4. CircARID1A Enhances SLC7A5 mRNA Stability by Scaffolding IGF2BP3

The next circRNA-mRNA interaction described involves circArid1a and SLC7A5 mRNA. The authors characterise circArid1a as a circular RNA derived from exons 2, 3, and 4 of the Arid1a gene [55]. This cytoplasmic circRNA is found to be overexpressed in gastric cancer samples and appears to promote cell proliferation. Interestingly, they found out that RNA-FISH signals of circARID1A and SLC7A5 matched with IF signal of IGF2BP3, whereas the colocalization was decreased upon circARID1A knockdown. Moreover, SLC7A5 mRNA was enriched in circARID1A pull-down assay with respect to control probes, as well as in IGF2BP3 RNA immunoprecipitation (RIP) assay. Notably, the knockdown of circARID1A significantly reduced the enrichment of SLC7A5 mRNA in IGF2BP3 RIP assay.
Altogether these results allowed the authors to propose a model in which circArid1a interacts with and facilitates the transfer of the IGF2BP3 protein to the SLC7A5 mRNA, thereby enhancing its stability and translation.
The predicted interaction region spans approximately less than 100 nucleotides and involves both the circular RNA and the open reading frame (ORF) of the SLC7A5 mRNA. Although this study provides less molecular evidence than previous reports, it nonetheless presents another compelling example of circRNA-mRNA interactions that may influence mRNA fate and contribute to pathophysiological processes.

5. CLiPPR-Seq Is a Genome-Wide Identification Technique That Detects Widespread circRNA–mRNA Interactions

This work marks a pivotal step forward in the understanding of circRNA-mRNA interactions by introducing a powerful, genome-wide approach to investigate these interactions systematically [56]. The authors developed CLiPPR-seq (Cross-Linking Poly(A) Pulldown RNase R Sequencing), a novel technique that combines psoralen-mediated crosslinking with RNA pulldown and sequencing to identify circular RNAs (circRNAs) bound to protein-coding mRNAs in living cells.

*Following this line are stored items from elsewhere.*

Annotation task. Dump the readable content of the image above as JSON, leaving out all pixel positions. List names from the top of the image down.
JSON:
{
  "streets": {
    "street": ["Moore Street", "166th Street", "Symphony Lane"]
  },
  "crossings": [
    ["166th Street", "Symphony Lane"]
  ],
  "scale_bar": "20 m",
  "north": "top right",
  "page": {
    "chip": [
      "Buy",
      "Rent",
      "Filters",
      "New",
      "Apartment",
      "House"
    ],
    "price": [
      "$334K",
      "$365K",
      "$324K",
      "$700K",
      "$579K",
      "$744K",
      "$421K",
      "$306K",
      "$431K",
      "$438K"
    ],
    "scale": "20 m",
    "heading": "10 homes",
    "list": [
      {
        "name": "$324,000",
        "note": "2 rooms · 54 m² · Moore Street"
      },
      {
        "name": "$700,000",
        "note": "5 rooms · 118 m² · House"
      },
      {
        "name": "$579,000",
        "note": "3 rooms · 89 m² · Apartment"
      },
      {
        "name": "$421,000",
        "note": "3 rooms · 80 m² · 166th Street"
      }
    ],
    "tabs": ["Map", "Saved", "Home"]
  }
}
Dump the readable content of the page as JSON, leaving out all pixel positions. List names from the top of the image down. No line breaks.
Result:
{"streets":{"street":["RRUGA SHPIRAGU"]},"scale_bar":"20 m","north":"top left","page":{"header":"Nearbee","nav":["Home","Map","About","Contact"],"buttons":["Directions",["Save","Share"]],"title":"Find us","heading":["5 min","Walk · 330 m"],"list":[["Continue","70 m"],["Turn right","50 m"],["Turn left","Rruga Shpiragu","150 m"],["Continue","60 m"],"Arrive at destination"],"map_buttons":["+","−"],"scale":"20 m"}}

This method relies on psoralen-induced covalent crosslinking of RNA duplexes, followed by mRNA enrichment. The samples are then treated with RNase R, an exonuclease that digests linear RNAs while preserving circular RNAs, thereby enabling the isolation of circRNAs that are physically associated with mRNAs. CLiPPR-seq was applied to three different cell lines: HeLa, βTC6, and C2C12. After rigorous filtering and analysis, the authors identified 1026 circRNA-mRNA interactions in βTC6, 518 in HeLa, and 448 in C2C12 cells. These results provide strong evidence that circRNA-mRNA interactions are not only widespread but may also have important regulatory implications. However, a limitation of the method is that it does not directly reveal specific circRNA-mRNA pairs; instead, it identifies them separately. To predict potential interactions, the authors used BLAST (BLAST+ suite) to search for complementary sequences between circRNAs and mRNAs. Several of these predicted interactions were experimentally validated using RNA pulldown assays and functional knockdowns. One compelling example is circMtcl1a, which was found to interact with multiple mRNAs, including Trib2, Rps6Kc1, and 2310039H08Rik. Silencing circMtcl1a led to increased expression of Rps6Kc1 and reduced expression of 2310039H08Rik, supporting a functional role for circRNA-mRNA binding in gene regulation. Interestingly, the final effect of the interaction in the mRNA fate will depend on the other factors that might be regulating the mRNA, so in some cases, the circRNA-mRNA will provide stability and/or enhanced translation, and in other cases, the contrary. This work not only highlights the pervasiveness of circRNA-mRNA interactions but also establishes CLiPPR-seq as a foundational tool for exploring their roles in post-transcriptional regulation across the transcriptome.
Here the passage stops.